▶ [Task item] Where a line in the data below includes the word "paint", count it. State the total and nothing more.

▶ [The data]
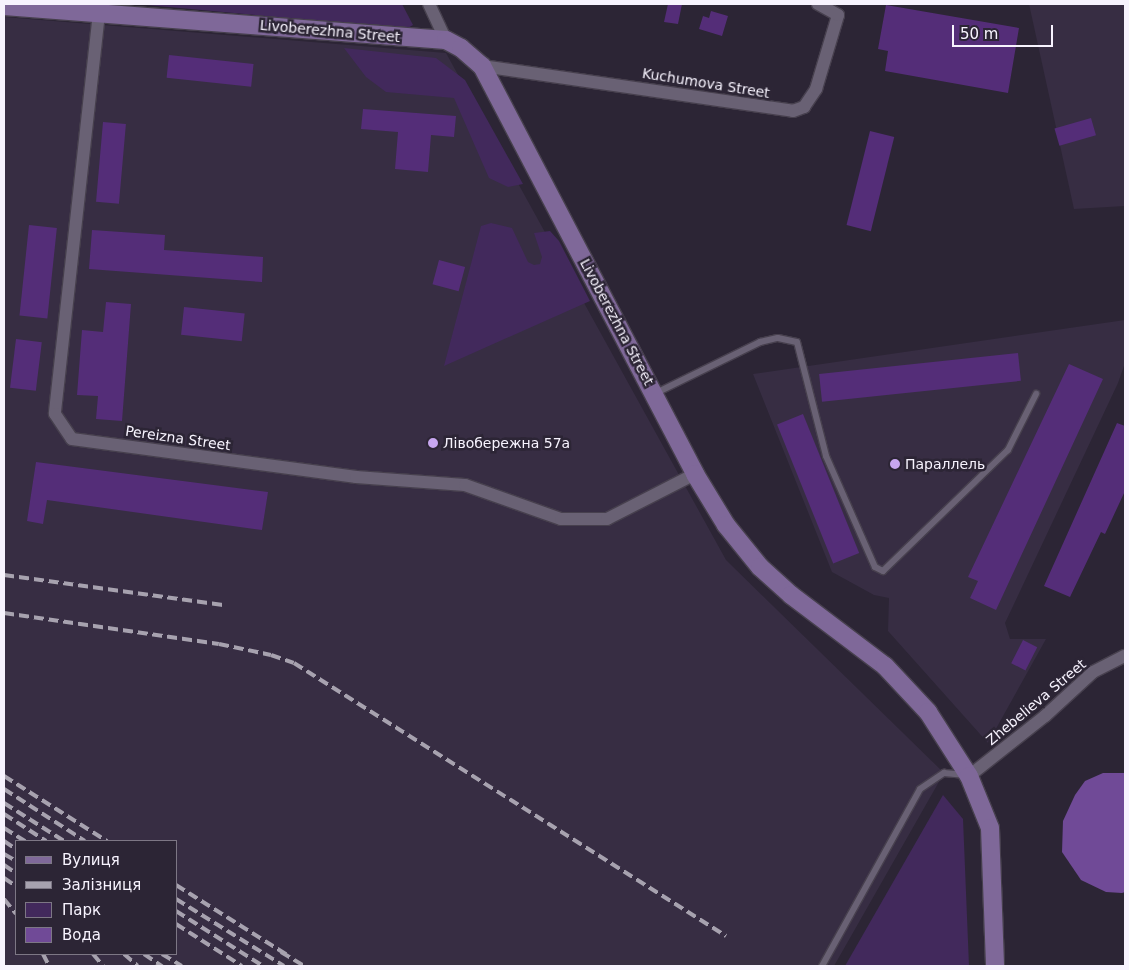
<!DOCTYPE html>
<meta charset="utf-8">
<style>
body{margin:0}
#map{position:relative;width:1129px;height:970px;overflow:hidden;background:#2c2535;font-family:"DejaVu Sans",sans-serif}
div>[style]{position:absolute}
.built>*{inset:0;background:#372d43}
.green>*{inset:0;background:#42295c}
.water>*{inset:0;background:#704a97}
.building>*{inset:0;background:#542d78;transform-origin:0 0}
.roads{filter:drop-shadow(1px 0 #47404e) drop-shadow(-1px 0 #47404e) drop-shadow(0 1px #47404e) drop-shadow(0 -1px #47404e)}
.service>*{height:6px;margin:-3px;padding:0 3px;transform-origin:3px;border-radius:3px;background:#696174}
.minor>*{height:12px;margin:-6px;padding:0 6px;transform-origin:6px;border-radius:6px;background:#696174}
.secondary>*{height:18px;margin:-9px;padding:0 9px;transform-origin:9px;border-radius:9px;background:#7f6899}
.rail>*{height:4px;margin-top:-2px;transform-origin:0;background:repeating-linear-gradient(90deg,#a7a2af 0 10px,transparent 0 15px)}
.dots>*{width:14px;height:14px;translate:-50% -50%;box-sizing:border-box;border:2px solid #2c2535;border-radius:50%}
span{translate:-50% -50%;white-space:nowrap;text-align:center;line-height:1.15;-webkit-text-stroke:5px #2c2535;paint-order:stroke}
.street-label{font-size:14px;color:#f7f3fe}
.poi-label{font-size:14px;color:#f7f3fe}
.left{translate:0 -50%;text-align:left}
.frame{position:absolute;inset:0;border:5px solid #f7f3fe;pointer-events:none}
.legend{position:absolute;left:15px;top:840px;width:162px;height:115px;box-sizing:border-box;background:#2c2535;border:1px solid #7d7785;margin:0;padding:6px 9px;list-style:none;font-size:15px;color:#f7f3fe}
.legend li{display:flex;align-items:center;gap:10px;height:25px}
.legend b{width:25px;border:1px solid #7d7785}
.scale{position:absolute;left:952px;top:25px;width:101px;height:22px;box-sizing:border-box;border:2px solid #f7f3fe;border-top:0;padding-left:6px;font-size:15px;line-height:18px;white-space:nowrap;color:#f7f3fe;-webkit-text-stroke:4px #2c2535;paint-order:stroke}
</style>
<div id="map">
<div class="built">
<i style="clip-path:polygon(1029px 4px,1125px 4px,1125px 206px,1074px 209px)"></i>
<i style="clip-path:polygon(evenodd,4px 17px,446px 53px,726px 560px,944px 773px,834px 966px,4px 966px,4px 17px,16px 841px,176px 841px,176px 954px,16px 954px,16px 841px)"></i>
<i style="clip-path:polygon(1125px 320px,1125px 363px,1118px 383px,1005px 623px,1010px 639px,1046px 639px,988px 743px,888px 631px,889px 598px,874px 595px,832px 572px,753px 374px)"></i>
</div>
<div class="green">
<i style="clip-path:polygon(136px 4px,402px 4px,413px 25px,406px 29px)"></i>
<i style="clip-path:polygon(344px 48px,436px 58px,465px 80px,523px 184px,508px 187px,489px 178px,454px 98px,386px 92px,366px 77px)"></i>
<i style="clip-path:polygon(491px 223px,512px 228px,528px 262px,534px 265px,540px 264px,542px 257px,534px 233px,550px 231px,559px 241px,590px 301px,444px 366px,481px 226px)"></i>
<i style="clip-path:polygon(943px 795px,963px 819px,969px 966px,845px 966px)"></i>
</div>
<div class="water">
<i style="clip-path:polygon(1103px 773px,1125px 773px,1125px 892px,1122px 893px,1106px 892px,1081px 880px,1062px 852px,1063px 821px,1075px 795px,1085px 781px)"></i>
</div>
<div class="building">
<i style="clip-path:polygon(668px 4px,682px 4px,678px 24px,664px 22px)"></i>
<i style="clip-path:polygon(886px 5px,1019px 28px,1008px 93px,885px 71px,888px 51px,878px 49px)"></i>
<i style="clip-path:polygon(711px 11px,728px 16px,722px 36px,699px 29px,703px 16px,709px 18px)"></i>
<i style="left:169px;top:55px;width:85px;height:23px;rotate:6deg"></i>
<i style="clip-path:polygon(363px 109px,456px 116px,454px 137px,431px 135px,428px 172px,395px 169px,398px 132px,361px 129px)"></i>
<i style="left:1091px;top:118px;width:18px;height:38px;rotate:74deg"></i>
<i style="left:103px;top:122px;width:23px;height:80px;rotate:5deg"></i>
<i style="left:870px;top:131px;width:25px;height:97px;rotate:14deg"></i>
<i style="left:29px;top:225px;width:28px;height:91px;rotate:6deg"></i>
<i style="clip-path:polygon(92px 230px,165px 235px,164px 250px,263px 257px,262px 282px,89px 269px)"></i>
<i style="left:439px;top:260px;width:27px;height:25px;rotate:15deg"></i>
<i style="clip-path:polygon(106px 302px,131px 304px,122px 421px,96px 419px,98px 396px,77px 395px,82px 330px,103px 332px)"></i>
<i style="left:184px;top:307px;width:61px;height:28px;rotate:6deg"></i>
<i style="left:16px;top:339px;width:26px;height:49px;rotate:7deg"></i>
<i style="left:1018px;top:353px;width:28px;height:200px;rotate:84deg"></i>
<i style="clip-path:polygon(1069px 364px,1103px 379px,996px 610px,970px 598px,978px 581px,968px 577px)"></i>
<i style="left:803px;top:414px;width:150px;height:28px;rotate:68deg"></i>
<i style="clip-path:polygon(1117px 423px,1125px 426px,1125px 491px,1105px 534px,1101px 532px,1070px 597px,1044px 586px)"></i>
<i style="clip-path:polygon(36px 462px,268px 492px,262px 530px,47px 500px,43px 524px,27px 521px)"></i>
<i style="left:1023px;top:640px;width:16px;height:26px;rotate:27deg"></i>
</div>
<div class="roads">
<div class="service">
<i style="left:656px;top:393px;width:116px;rotate:-26.1deg"></i>
<i style="left:760px;top:342px;width:18px;rotate:-13deg"></i>
<i style="left:778px;top:338px;width:19px;rotate:12deg"></i>
<i style="left:797px;top:342px;width:118px;rotate:75.7deg"></i>
<i style="left:826px;top:456px;width:121px;rotate:66.2deg"></i>
<i style="left:875px;top:567px;width:9px;rotate:27deg"></i>
<i style="left:883px;top:571px;width:174px;rotate:-44.1deg"></i>
<i style="left:1008px;top:450px;width:63px;rotate:-63.4deg"></i>
<i style="left:822px;top:966px;width:202px;rotate:-61deg"></i>
<i style="left:920px;top:789px;width:29px;rotate:-34deg"></i>
<i style="left:944px;top:773px;width:22px;rotate:5deg"></i>
</div>
<div class="minor">
<i style="left:429px;top:4px;width:40px;rotate:65deg"></i>
<i style="left:99px;top:13px;width:403px;rotate:96.3deg"></i>
<i style="left:55px;top:414px;width:30px;rotate:56deg"></i>
<i style="left:72px;top:439px;width:287px;rotate:7.6deg"></i>
<i style="left:356px;top:477px;width:109px;rotate:4.2deg"></i>
<i style="left:465px;top:485px;width:102px;rotate:19.5deg"></i>
<i style="left:561px;top:519px;width:46px"></i>
<i style="left:607px;top:519px;width:99px;rotate:-27.1deg"></i>
<i style="left:482px;top:66px;width:314px;rotate:8.2deg"></i>
<i style="left:793px;top:111px;width:12px;rotate:-20deg"></i>
<i style="left:804px;top:107px;width:22px;rotate:-56deg"></i>
<i style="left:816px;top:89px;width:77px;rotate:-73.4deg"></i>
<i style="left:838px;top:15px;width:23px;rotate:-151deg"></i>
<i style="left:969px;top:776px;width:97px;rotate:-38.3deg"></i>
<i style="left:1045px;top:716px;width:65px;rotate:-42.5deg"></i>
<i style="left:1093px;top:672px;width:36px;rotate:-27deg"></i>
</div>
<div class="secondary">
<i style="left:4px;top:6px;width:443px;rotate:4.4deg"></i>
<i style="left:446px;top:40px;width:17px;rotate:28deg"></i>
<i style="left:461px;top:48px;width:28px;rotate:41deg"></i>
<i style="left:482px;top:66px;width:460px;rotate:62.4deg"></i>
<i style="left:695px;top:474px;width:60px;rotate:58.7deg"></i>
<i style="left:726px;top:525px;width:54px;rotate:51deg"></i>
<i style="left:760px;top:567px;width:42px;rotate:42.1deg"></i>
<i style="left:791px;top:595px;width:118px;rotate:37.1deg"></i>
<i style="left:885px;top:666px;width:63px;rotate:46.9deg"></i>
<i style="left:928px;top:712px;width:76px;rotate:57.4deg"></i>
<i style="left:969px;top:776px;width:56px;rotate:68deg"></i>
<i style="left:990px;top:828px;width:138px;rotate:87.9deg"></i>
</div>
</div>
<div class="rail">
<i style="left:4px;top:575px;width:221px;rotate:7.8deg"></i>
<i style="left:4px;top:613px;width:217px;rotate:8.2deg"></i>
<i style="left:219px;top:644px;width:53px;rotate:11.9deg"></i>
<i style="left:271px;top:655px;width:24px;rotate:19deg"></i>
<i style="left:294px;top:663px;width:511px;rotate:32.29deg"></i>
<i style="left:4px;top:776px;width:122px;rotate:32.3deg"></i>
<i style="left:4px;top:789px;width:96px;rotate:32.7deg"></i>
<i style="left:4px;top:803px;width:71px;rotate:32.3deg"></i>
<i style="left:4px;top:814px;width:50px;rotate:32.7deg"></i>
<i style="left:4px;top:828px;width:25px;rotate:32deg"></i>
<i style="left:4px;top:841px;width:14px;rotate:34deg"></i>
<i style="left:4px;top:854px;width:14px;rotate:30deg"></i>
<i style="left:4px;top:865px;width:14px;rotate:34deg"></i>
<i style="left:4px;top:878px;width:14px;rotate:34deg"></i>
<i style="left:176px;top:885px;width:131px;rotate:32.2deg"></i>
<i style="left:4px;top:899px;width:19px;rotate:51deg"></i>
<i style="left:176px;top:899px;width:127px;rotate:31.8deg"></i>
<i style="left:176px;top:911px;width:103px;rotate:32.3deg"></i>
<i style="left:176px;top:924px;width:78px;rotate:32.5deg"></i>
<i style="left:281px;top:952px;width:27px;rotate:31deg"></i>
<i style="left:43px;top:954px;width:13px;rotate:63deg"></i>
<i style="left:93px;top:954px;width:16px;rotate:50deg"></i>
<i style="left:124px;top:954px;width:18px;rotate:41deg"></i>
<i style="left:144px;top:954px;width:22px;rotate:34deg"></i>
<i style="left:162px;top:954px;width:23px;rotate:31deg"></i>
</div>
<div class="dots">
<i style="left:433px;top:443px;background:#c7a6ef"></i>
<i style="left:895px;top:464px;background:#c7a6ef"></i>
</div>
<div class="street-label">
<span style="left:330px;top:31px;rotate:5deg">Livoberezhna Street</span>
<span style="left:706px;top:83px;rotate:9deg">Kuchumova Street</span>
<span style="left:617px;top:322px;rotate:62deg">Livoberezhna Street</span>
<span style="left:178px;top:438px;rotate:8deg">Pereizna Street</span>
<span style="left:1036px;top:702px;rotate:-40deg">Zhebelieva Street</span>
</div>
<div class="poi-label">
<span class="left" style="left:443px;top:443px">Лівобережна 57а</span>
<span class="left" style="left:905px;top:464px">Параллель</span>
</div>
<div class="frame"></div>
<ul class="legend">
<li><b style="height:6px;background:#7f6899"></b>Вулиця</li>
<li><b style="height:6px;background:#a7a2af"></b>Залізниця</li>
<li><b style="height:14px;background:#42295c"></b>Парк</li>
<li><b style="height:14px;background:#704a97"></b>Вода</li>
</ul>
<div class="scale">50 m</div>
</div>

▶ [Task output] 2